THE DATA
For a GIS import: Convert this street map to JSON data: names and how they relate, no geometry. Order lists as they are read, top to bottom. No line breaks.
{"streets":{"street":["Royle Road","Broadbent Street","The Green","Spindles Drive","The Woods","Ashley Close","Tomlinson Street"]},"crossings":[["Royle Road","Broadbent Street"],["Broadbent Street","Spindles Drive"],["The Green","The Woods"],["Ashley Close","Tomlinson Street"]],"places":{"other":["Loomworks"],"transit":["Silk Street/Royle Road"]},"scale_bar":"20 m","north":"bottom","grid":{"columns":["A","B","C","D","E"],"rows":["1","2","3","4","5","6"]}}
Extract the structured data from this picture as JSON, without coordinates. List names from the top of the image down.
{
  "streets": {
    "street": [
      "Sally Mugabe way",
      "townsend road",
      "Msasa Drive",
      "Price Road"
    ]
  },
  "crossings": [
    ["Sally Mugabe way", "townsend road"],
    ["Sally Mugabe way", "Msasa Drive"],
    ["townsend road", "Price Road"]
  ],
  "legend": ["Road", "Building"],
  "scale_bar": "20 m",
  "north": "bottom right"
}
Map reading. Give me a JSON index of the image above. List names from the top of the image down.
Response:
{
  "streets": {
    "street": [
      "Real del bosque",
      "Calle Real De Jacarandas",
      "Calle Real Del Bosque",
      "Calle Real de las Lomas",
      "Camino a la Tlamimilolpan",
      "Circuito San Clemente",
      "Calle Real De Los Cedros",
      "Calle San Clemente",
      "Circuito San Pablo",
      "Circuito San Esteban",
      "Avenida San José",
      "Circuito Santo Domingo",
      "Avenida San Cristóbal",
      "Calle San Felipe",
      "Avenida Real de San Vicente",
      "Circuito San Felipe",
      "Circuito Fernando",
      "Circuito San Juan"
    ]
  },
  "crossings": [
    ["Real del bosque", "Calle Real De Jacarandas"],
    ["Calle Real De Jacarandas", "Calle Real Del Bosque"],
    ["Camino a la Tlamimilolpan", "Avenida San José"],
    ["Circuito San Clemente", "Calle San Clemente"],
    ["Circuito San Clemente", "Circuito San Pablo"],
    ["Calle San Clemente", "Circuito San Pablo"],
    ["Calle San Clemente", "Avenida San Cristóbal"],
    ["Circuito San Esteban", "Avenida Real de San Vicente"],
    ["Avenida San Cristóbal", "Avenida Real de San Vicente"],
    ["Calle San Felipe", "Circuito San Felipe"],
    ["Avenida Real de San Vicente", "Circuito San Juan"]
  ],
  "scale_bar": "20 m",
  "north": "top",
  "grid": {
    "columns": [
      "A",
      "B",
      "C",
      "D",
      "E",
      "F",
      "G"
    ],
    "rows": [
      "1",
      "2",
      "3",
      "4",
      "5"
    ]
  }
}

THE TASK
Show each line of the material holding "Calle".

OUTPUT OF THE TASK
      "Calle Real De Jacarandas",
      "Calle Real Del Bosque",
      "Calle Real de las Lomas",
      "Calle Real De Los Cedros",
      "Calle San Clemente",
      "Calle San Felipe",
    ["Real del bosque", "Calle Real De Jacarandas"],
    ["Calle Real De Jacarandas", "Calle Real Del Bosque"],
    ["Circuito San Clemente", "Calle San Clemente"],
    ["Calle San Clemente", "Circuito San Pablo"],
    ["Calle San Clemente", "Avenida San Cristóbal"],
    ["Calle San Felipe", "Circuito San Felipe"],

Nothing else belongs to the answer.